**Problem:**
When you reach the line that contains "Instruction: Convert the" in the data below, copy it and every line after it exactly, adding nothing.

....

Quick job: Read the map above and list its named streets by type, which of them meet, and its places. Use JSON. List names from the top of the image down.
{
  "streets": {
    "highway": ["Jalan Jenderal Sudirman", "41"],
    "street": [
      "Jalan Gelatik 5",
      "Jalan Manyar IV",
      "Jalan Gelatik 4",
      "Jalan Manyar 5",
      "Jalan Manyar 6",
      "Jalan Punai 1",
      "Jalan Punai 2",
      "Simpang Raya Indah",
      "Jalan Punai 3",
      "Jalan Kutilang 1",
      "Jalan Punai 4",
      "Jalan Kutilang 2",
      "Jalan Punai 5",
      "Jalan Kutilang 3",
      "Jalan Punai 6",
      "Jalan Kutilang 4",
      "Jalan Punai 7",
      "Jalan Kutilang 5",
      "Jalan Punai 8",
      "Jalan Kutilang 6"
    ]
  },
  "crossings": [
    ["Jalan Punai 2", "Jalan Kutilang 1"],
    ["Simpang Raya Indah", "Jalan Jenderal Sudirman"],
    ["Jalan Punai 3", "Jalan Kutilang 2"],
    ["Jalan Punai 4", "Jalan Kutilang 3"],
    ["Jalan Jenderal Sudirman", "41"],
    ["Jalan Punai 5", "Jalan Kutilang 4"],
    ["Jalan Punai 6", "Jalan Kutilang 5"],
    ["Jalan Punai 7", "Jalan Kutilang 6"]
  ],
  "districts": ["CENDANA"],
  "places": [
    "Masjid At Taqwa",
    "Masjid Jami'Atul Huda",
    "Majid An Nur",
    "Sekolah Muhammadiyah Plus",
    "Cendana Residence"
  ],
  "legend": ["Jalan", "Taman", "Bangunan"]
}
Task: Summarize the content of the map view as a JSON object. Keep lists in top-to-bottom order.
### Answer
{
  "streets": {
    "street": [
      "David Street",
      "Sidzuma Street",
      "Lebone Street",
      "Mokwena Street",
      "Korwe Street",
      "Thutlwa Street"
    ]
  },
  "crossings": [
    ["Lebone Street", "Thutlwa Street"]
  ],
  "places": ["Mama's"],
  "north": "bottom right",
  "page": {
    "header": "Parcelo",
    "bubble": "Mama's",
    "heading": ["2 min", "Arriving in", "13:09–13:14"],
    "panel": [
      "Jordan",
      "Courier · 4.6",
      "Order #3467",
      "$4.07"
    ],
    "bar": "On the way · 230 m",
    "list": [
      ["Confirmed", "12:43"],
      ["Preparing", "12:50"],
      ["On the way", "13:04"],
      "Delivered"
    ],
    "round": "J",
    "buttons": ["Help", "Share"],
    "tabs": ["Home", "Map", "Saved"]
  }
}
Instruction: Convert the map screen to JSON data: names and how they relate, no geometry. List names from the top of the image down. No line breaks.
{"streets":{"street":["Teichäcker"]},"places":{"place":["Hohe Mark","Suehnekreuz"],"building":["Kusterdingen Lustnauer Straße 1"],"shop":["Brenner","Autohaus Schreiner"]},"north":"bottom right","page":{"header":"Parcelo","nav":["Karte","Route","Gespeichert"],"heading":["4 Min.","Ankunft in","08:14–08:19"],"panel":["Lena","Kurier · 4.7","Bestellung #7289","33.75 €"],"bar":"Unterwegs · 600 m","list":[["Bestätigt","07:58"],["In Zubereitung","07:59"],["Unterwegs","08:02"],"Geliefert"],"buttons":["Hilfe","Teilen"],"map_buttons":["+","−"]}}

....

**Output of the exercise:**
Instruction: Convert the map screen to JSON data: names and how they relate, no geometry. List names from the top of the image down. No line breaks.
{"streets":{"street":["Teichäcker"]},"places":{"place":["Hohe Mark","Suehnekreuz"],"building":["Kusterdingen Lustnauer Straße 1"],"shop":["Brenner","Autohaus Schreiner"]},"north":"bottom right","page":{"header":"Parcelo","nav":["Karte","Route","Gespeichert"],"heading":["4 Min.","Ankunft in","08:14–08:19"],"panel":["Lena","Kurier · 4.7","Bestellung #7289","33.75 €"],"bar":"Unterwegs · 600 m","list":[["Bestätigt","07:58"],["In Zubereitung","07:59"],["Unterwegs","08:02"],"Geliefert"],"buttons":["Hilfe","Teilen"],"map_buttons":["+","−"]}}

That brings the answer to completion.